The network began in 2015 with the construction of a 3.4-megawatt-hour storage facility at a solar field in Rutland, Vermont. Two years later, the utility launched a modest pilot program offering Tesla’s Powerwall batteries to 20 customers, followed in 2018 by a pilot that paid customers to share their battery capacity during high-demand times. In 2022, a partnership with South Burlington’s school district linked electric school buses to the system, and in 2023, state regulators lifted an annual cap on new enrollments it had imposed on a Green Mountain Power program that leases batteries to households. The number of customers with home batteries has since grown by 72%.
“We’ve had a really dramatic expansion,” Carlson said. “It is growing by leaps and bounds.”
The network saved consumers money during the heat wave by avoiding the need to buy power at the high prices the market reached that day, but also by helping to lower the “capacity fees” charged by ISO New England. These charges are determined by the one hour of highest demand on the grid all year, and then allocated to each utility based on their contributions to that peak. By pulling power from batteries rather than just the grid, Green Mountain Power lowered its part of the peak.

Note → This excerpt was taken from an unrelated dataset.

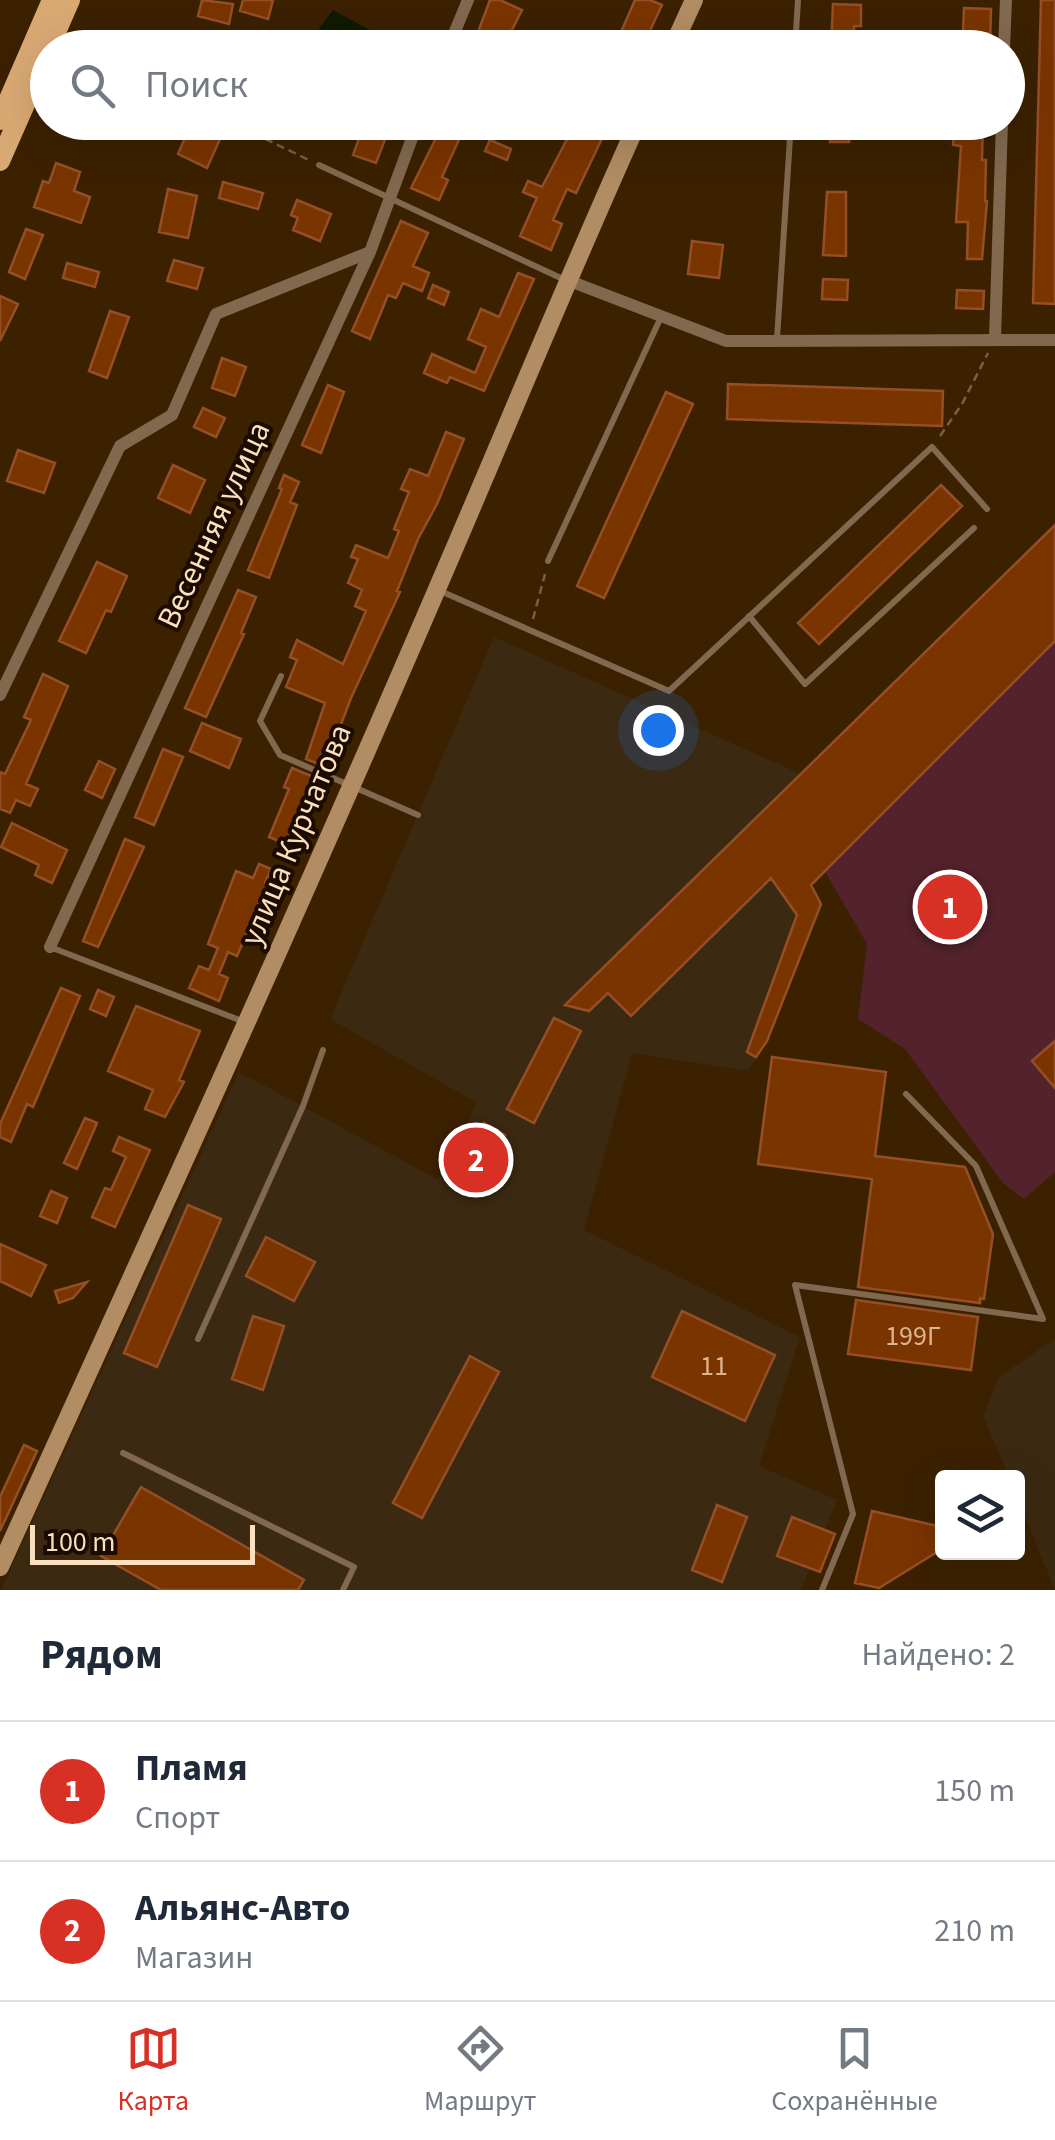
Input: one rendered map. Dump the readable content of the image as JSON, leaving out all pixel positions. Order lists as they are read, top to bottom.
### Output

If the afternoon of June 24 remains the time of peak demand for 2025, Green Mountain Power’s 275,000 customers will save about $3 million in total and avoided power purchases, the utility calculated. Looking ahead, more hot weather and further expansion of the utility’s virtual power plant will likely continue to put money back in customers’ pockets, Sterling said: “When you play that out over many years, that’s real savings to ratepayers.”